Each entry listed below should be reproduced word for word.

________

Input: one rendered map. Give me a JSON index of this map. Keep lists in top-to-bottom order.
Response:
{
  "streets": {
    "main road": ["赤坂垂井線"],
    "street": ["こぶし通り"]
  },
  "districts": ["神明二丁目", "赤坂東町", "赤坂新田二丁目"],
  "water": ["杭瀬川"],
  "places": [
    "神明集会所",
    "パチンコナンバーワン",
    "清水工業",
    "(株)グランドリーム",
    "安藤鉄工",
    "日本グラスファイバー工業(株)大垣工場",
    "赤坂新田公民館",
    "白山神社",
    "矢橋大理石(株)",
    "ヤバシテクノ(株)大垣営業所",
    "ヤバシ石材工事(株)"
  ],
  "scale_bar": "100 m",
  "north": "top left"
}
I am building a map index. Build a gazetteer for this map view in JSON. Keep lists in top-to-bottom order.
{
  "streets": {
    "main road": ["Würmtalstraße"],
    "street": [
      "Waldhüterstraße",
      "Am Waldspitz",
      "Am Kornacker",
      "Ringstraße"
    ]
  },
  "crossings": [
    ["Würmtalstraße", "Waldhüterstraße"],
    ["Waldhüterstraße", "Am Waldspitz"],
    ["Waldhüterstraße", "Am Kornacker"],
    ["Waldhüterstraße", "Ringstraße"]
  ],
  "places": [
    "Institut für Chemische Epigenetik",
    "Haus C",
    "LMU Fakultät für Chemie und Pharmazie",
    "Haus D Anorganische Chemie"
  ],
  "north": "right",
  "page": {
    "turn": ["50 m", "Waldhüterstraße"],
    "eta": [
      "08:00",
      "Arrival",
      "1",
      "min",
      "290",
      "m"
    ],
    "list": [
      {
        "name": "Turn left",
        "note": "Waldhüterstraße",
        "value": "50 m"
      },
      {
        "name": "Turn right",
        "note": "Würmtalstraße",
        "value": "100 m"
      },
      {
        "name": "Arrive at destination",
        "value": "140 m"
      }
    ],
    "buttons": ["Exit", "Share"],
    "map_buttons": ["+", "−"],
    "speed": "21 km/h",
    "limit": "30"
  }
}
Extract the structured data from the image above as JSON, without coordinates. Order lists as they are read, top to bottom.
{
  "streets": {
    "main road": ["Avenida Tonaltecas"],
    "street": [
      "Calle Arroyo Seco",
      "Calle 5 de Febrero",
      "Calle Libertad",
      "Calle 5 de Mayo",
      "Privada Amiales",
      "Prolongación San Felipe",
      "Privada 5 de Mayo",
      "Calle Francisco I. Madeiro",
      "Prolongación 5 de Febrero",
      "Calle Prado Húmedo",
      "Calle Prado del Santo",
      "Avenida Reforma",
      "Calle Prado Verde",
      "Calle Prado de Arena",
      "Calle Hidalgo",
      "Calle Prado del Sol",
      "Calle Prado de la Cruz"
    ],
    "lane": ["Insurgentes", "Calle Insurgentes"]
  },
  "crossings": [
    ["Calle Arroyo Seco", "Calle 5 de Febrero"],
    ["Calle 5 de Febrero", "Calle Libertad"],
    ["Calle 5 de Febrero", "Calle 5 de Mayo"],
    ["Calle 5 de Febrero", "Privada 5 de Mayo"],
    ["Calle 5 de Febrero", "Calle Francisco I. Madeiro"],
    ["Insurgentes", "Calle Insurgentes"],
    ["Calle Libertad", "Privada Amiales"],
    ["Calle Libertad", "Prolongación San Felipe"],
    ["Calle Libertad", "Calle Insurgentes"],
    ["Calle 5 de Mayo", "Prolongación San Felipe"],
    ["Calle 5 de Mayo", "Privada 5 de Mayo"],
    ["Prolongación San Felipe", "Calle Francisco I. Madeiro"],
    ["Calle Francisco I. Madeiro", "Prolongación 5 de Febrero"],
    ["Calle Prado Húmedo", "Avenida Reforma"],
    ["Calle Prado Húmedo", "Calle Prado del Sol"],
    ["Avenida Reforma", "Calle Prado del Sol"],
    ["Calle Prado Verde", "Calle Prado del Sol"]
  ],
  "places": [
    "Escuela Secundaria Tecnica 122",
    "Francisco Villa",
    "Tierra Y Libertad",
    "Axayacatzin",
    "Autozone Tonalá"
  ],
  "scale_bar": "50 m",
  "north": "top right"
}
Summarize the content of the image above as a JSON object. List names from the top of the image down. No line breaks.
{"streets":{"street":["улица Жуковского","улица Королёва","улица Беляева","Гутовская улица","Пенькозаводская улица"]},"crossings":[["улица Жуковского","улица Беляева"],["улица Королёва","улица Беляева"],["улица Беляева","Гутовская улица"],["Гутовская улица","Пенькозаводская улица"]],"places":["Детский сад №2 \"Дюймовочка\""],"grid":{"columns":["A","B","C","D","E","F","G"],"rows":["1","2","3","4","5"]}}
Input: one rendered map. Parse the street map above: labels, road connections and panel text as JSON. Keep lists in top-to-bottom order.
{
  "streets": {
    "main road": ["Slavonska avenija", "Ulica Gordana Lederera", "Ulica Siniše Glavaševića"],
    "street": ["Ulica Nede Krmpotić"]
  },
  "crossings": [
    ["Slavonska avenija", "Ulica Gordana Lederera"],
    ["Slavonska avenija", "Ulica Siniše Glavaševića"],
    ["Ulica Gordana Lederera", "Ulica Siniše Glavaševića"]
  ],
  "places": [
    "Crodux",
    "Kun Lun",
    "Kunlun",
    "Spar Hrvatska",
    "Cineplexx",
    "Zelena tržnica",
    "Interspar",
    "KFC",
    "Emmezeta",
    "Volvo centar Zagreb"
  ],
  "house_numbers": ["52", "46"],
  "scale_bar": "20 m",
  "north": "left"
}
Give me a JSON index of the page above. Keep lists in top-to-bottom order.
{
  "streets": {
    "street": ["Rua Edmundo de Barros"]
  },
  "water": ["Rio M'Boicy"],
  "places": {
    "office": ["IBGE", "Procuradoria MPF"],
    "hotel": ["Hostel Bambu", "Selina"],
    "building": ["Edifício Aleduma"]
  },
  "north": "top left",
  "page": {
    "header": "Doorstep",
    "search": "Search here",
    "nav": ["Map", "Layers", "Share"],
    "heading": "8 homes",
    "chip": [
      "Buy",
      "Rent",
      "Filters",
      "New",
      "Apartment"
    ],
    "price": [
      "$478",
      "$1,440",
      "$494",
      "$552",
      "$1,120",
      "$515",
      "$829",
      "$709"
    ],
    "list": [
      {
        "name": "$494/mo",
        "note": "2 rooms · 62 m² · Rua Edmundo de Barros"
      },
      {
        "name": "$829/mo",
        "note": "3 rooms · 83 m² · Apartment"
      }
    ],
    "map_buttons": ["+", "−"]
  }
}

________

◆ Result of this task
Input: one rendered map. Give me a JSON index of this map. Keep lists in top-to-bottom order.
Response:
{
  "streets": {
    "main road": ["赤坂垂井線"],
    "street": ["こぶし通り"]
  },
  "districts": ["神明二丁目", "赤坂東町", "赤坂新田二丁目"],
  "water": ["杭瀬川"],
  "places": [
    "神明集会所",
    "パチンコナンバーワン",
    "清水工業",
    "(株)グランドリーム",
    "安藤鉄工",
    "日本グラスファイバー工業(株)大垣工場",
    "赤坂新田公民館",
    "白山神社",
    "矢橋大理石(株)",
    "ヤバシテクノ(株)大垣営業所",
    "ヤバシ石材工事(株)"
  ],
  "scale_bar": "100 m",
  "north": "top left"
}
I am building a map index. Build a gazetteer for this map view in JSON. Keep lists in top-to-bottom order.
{
  "streets": {
    "main road": ["Würmtalstraße"],
    "street": [
      "Waldhüterstraße",
      "Am Waldspitz",
      "Am Kornacker",
      "Ringstraße"
    ]
  },
  "crossings": [
    ["Würmtalstraße", "Waldhüterstraße"],
    ["Waldhüterstraße", "Am Waldspitz"],
    ["Waldhüterstraße", "Am Kornacker"],
    ["Waldhüterstraße", "Ringstraße"]
  ],
  "places": [
    "Institut für Chemische Epigenetik",
    "Haus C",
    "LMU Fakultät für Chemie und Pharmazie",
    "Haus D Anorganische Chemie"
  ],
  "north": "right",
  "page": {
    "turn": ["50 m", "Waldhüterstraße"],
    "eta": [
      "08:00",
      "Arrival",
      "1",
      "min",
      "290",
      "m"
    ],
    "list": [
      {
        "name": "Turn left",
        "note": "Waldhüterstraße",
        "value": "50 m"
      },
      {
        "name": "Turn right",
        "note": "Würmtalstraße",
        "value": "100 m"
      },
      {
        "name": "Arrive at destination",
        "value": "140 m"
      }
    ],
    "buttons": ["Exit", "Share"],
    "map_buttons": ["+", "−"],
    "speed": "21 km/h",
    "limit": "30"
  }
}
Extract the structured data from the image above as JSON, without coordinates. Order lists as they are read, top to bottom.
{
  "streets": {
    "main road": ["Avenida Tonaltecas"],
    "street": [
      "Calle Arroyo Seco",
      "Calle 5 de Febrero",
      "Calle Libertad",
      "Calle 5 de Mayo",
      "Privada Amiales",
      "Prolongación San Felipe",
      "Privada 5 de Mayo",
      "Calle Francisco I. Madeiro",
      "Prolongación 5 de Febrero",
      "Calle Prado Húmedo",
      "Calle Prado del Santo",
      "Avenida Reforma",
      "Calle Prado Verde",
      "Calle Prado de Arena",
      "Calle Hidalgo",
      "Calle Prado del Sol",
      "Calle Prado de la Cruz"
    ],
    "lane": ["Insurgentes", "Calle Insurgentes"]
  },
  "crossings": [
    ["Calle Arroyo Seco", "Calle 5 de Febrero"],
    ["Calle 5 de Febrero", "Calle Libertad"],
    ["Calle 5 de Febrero", "Calle 5 de Mayo"],
    ["Calle 5 de Febrero", "Privada 5 de Mayo"],
    ["Calle 5 de Febrero", "Calle Francisco I. Madeiro"],
    ["Insurgentes", "Calle Insurgentes"],
    ["Calle Libertad", "Privada Amiales"],
    ["Calle Libertad", "Prolongación San Felipe"],
    ["Calle Libertad", "Calle Insurgentes"],
    ["Calle 5 de Mayo", "Prolongación San Felipe"],
    ["Calle 5 de Mayo", "Privada 5 de Mayo"],
    ["Prolongación San Felipe", "Calle Francisco I. Madeiro"],
    ["Calle Francisco I. Madeiro", "Prolongación 5 de Febrero"],
    ["Calle Prado Húmedo", "Avenida Reforma"],
    ["Calle Prado Húmedo", "Calle Prado del Sol"],
    ["Avenida Reforma", "Calle Prado del Sol"],
    ["Calle Prado Verde", "Calle Prado del Sol"]
  ],
  "places": [
    "Escuela Secundaria Tecnica 122",
    "Francisco Villa",
    "Tierra Y Libertad",
    "Axayacatzin",
    "Autozone Tonalá"
  ],
  "scale_bar": "50 m",
  "north": "top right"
}
Summarize the content of the image above as a JSON object. List names from the top of the image down. No line breaks.
{"streets":{"street":["улица Жуковского","улица Королёва","улица Беляева","Гутовская улица","Пенькозаводская улица"]},"crossings":[["улица Жуковского","улица Беляева"],["улица Королёва","улица Беляева"],["улица Беляева","Гутовская улица"],["Гутовская улица","Пенькозаводская улица"]],"places":["Детский сад №2 \"Дюймовочка\""],"grid":{"columns":["A","B","C","D","E","F","G"],"rows":["1","2","3","4","5"]}}
Input: one rendered map. Parse the street map above: labels, road connections and panel text as JSON. Keep lists in top-to-bottom order.
{
  "streets": {
    "main road": ["Slavonska avenija", "Ulica Gordana Lederera", "Ulica Siniše Glavaševića"],
    "street": ["Ulica Nede Krmpotić"]
  },
  "crossings": [
    ["Slavonska avenija", "Ulica Gordana Lederera"],
    ["Slavonska avenija", "Ulica Siniše Glavaševića"],
    ["Ulica Gordana Lederera", "Ulica Siniše Glavaševića"]
  ],
  "places": [
    "Crodux",
    "Kun Lun",
    "Kunlun",
    "Spar Hrvatska",
    "Cineplexx",
    "Zelena tržnica",
    "Interspar",
    "KFC",
    "Emmezeta",
    "Volvo centar Zagreb"
  ],
  "house_numbers": ["52", "46"],
  "scale_bar": "20 m",
  "north": "left"
}
Give me a JSON index of the page above. Keep lists in top-to-bottom order.
{
  "streets": {
    "street": ["Rua Edmundo de Barros"]
  },
  "water": ["Rio M'Boicy"],
  "places": {
    "office": ["IBGE", "Procuradoria MPF"],
    "hotel": ["Hostel Bambu", "Selina"],
    "building": ["Edifício Aleduma"]
  },
  "north": "top left",
  "page": {
    "header": "Doorstep",
    "search": "Search here",
    "nav": ["Map", "Layers", "Share"],
    "heading": "8 homes",
    "chip": [
      "Buy",
      "Rent",
      "Filters",
      "New",
      "Apartment"
    ],
    "price": [
      "$478",
      "$1,440",
      "$494",
      "$552",
      "$1,120",
      "$515",
      "$829",
      "$709"
    ],
    "list": [
      {
        "name": "$494/mo",
        "note": "2 rooms · 62 m² · Rua Edmundo de Barros"
      },
      {
        "name": "$829/mo",
        "note": "3 rooms · 83 m² · Apartment"
      }
    ],
    "map_buttons": ["+", "−"]
  }
}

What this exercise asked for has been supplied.